Molière et Charpentier : l'art des Correspondances à l’Auditorium du Louvre
L’Ensemble Correspondances met à l'honneur Molière (en cette année marquant son 400ème anniversaire) et Marc-Antoine Charpentier vers lequel se tourna l'auteur après la brouille avec Lully. Ce dernier ayant conservé le privilège royal de surintendant de la musique, il ne laisse à son rival Charpentier "que" la forme des intermèdes chargés de divertir les spectateurs entre les actes de comédies de la troupe des Comédiens Français.

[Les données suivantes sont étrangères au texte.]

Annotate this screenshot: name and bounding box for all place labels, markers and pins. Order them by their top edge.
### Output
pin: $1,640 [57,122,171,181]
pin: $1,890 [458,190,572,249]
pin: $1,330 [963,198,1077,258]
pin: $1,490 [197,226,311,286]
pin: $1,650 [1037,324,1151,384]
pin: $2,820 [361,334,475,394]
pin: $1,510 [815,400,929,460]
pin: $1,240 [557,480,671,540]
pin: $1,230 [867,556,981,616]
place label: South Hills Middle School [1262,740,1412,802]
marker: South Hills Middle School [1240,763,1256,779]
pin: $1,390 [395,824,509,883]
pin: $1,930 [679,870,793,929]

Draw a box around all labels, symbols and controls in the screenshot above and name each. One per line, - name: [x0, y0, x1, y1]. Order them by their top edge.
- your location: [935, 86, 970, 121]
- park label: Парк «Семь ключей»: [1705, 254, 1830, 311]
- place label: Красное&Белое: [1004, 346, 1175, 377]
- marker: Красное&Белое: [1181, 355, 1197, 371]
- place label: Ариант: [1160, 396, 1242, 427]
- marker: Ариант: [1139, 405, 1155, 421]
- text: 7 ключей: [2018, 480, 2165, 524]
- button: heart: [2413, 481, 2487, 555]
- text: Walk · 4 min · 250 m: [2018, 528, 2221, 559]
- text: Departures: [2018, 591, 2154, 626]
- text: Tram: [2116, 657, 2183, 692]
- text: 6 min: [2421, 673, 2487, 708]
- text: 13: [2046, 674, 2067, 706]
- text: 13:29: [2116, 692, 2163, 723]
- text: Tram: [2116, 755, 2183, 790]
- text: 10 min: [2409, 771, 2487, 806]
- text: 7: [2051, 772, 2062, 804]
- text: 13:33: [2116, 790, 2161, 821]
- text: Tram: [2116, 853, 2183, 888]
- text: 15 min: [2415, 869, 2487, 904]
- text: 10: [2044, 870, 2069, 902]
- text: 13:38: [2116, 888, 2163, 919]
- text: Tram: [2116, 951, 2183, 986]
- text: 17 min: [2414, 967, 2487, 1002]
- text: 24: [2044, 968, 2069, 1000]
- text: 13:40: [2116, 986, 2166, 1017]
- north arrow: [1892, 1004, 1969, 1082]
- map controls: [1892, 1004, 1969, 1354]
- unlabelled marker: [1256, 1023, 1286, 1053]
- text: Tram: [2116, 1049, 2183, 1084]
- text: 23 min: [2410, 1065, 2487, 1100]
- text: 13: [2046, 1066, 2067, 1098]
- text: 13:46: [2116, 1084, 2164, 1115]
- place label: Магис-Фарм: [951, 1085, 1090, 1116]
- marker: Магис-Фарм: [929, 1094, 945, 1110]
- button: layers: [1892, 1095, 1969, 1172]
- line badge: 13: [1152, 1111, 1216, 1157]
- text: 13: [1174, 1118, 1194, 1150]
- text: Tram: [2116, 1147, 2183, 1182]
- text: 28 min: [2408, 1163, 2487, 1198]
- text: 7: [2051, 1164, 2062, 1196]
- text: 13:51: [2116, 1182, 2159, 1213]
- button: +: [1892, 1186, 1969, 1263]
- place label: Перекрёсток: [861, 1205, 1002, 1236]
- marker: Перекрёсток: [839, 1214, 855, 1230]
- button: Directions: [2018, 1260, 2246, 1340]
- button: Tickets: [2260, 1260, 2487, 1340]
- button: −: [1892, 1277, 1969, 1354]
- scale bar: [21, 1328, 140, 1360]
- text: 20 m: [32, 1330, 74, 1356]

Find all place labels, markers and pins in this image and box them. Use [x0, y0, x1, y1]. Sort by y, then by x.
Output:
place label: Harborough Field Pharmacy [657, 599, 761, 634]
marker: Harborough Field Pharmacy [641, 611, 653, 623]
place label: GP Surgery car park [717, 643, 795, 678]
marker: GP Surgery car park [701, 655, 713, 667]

L'Ensemble Correspondances joue ainsi Le Mariage forcé et Le Malade imaginaire, eux-mêmes entrecoupés par Les Plaisirs de Versailles, un divertissement (dont l’auteur du livret reste inconnu) à l’occasion de l’inauguration des nouveaux appartements du Roi-Soleil.
Le comédien Soufiane Guerraoui, narrateur principal du programme tel un barde hors-temps, vient réciter ou slamer les textes de Molière, en ajoutant ses propres intermèdes de conversation avec le public. Il apporte l’esprit de bateleur, de commedia dell'arte qui inspira tant Molière.
Sébastien Daucé dirige debout, souplement arqué comme un grand archet, depuis l’un des deux clavecins (avec Mathieu Valfré) formant le centre de l’ensemble instrumental. Ses gestes sont amples dans les parties majestueuses à l’écriture verticale, et se font serrés dans les parties fuguées, où les lignes se succèdent rapidement en imitation. Il se détache de la phalange, acoustiquement, le sirop d’ambre de la petite harmonie : les flûtes de Lucile Perret et Matthieu Bertaud, le hautbois de Johanne Maître, le basson de Mélanie Flahaut. Le tapis crépitant des cordes frottées ou pincées, du théorbe aux violons, en passant par les violes de gambe, produit avec les vents une pâte légère ou fondante, traversée par un battement souple et vital, qui jamais ne se laisse enfermer dans une carrure symétrique.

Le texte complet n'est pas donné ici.